Copy out, from the data below, each line in which the word "order" occurs.

→ Material shown:
== == ==

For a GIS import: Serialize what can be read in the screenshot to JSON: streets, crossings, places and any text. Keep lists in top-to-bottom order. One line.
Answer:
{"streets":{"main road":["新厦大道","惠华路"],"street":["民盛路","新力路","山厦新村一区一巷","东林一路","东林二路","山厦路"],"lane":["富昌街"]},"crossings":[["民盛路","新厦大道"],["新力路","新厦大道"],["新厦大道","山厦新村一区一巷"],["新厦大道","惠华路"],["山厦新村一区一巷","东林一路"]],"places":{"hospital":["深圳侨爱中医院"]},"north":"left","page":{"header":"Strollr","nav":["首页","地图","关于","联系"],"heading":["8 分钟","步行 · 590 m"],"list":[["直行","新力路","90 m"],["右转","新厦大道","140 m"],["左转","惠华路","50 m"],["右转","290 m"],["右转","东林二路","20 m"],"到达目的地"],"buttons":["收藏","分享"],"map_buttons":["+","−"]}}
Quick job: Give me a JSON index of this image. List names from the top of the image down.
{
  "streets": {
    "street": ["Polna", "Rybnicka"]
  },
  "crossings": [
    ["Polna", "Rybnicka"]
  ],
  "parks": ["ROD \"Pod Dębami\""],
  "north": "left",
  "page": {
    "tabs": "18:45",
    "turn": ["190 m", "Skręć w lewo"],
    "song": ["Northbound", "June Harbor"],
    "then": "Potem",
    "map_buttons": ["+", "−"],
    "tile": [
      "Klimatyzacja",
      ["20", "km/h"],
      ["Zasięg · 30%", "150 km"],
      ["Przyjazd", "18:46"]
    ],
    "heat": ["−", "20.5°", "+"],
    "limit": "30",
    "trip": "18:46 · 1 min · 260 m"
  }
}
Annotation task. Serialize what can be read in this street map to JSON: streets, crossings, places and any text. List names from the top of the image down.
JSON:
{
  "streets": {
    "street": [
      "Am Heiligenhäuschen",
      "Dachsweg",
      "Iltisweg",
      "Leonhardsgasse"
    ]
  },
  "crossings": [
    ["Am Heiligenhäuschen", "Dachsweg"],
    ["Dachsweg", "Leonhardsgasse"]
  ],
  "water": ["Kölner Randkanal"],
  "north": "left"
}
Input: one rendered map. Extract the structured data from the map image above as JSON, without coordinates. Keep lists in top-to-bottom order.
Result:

== == ==

→ Answer space:
For a GIS import: Serialize what can be read in the screenshot to JSON: streets, crossings, places and any text. Keep lists in top-to-bottom order. One line.
Input: one rendered map. Extract the structured data from the map image above as JSON, without coordinates. Keep lists in top-to-bottom order.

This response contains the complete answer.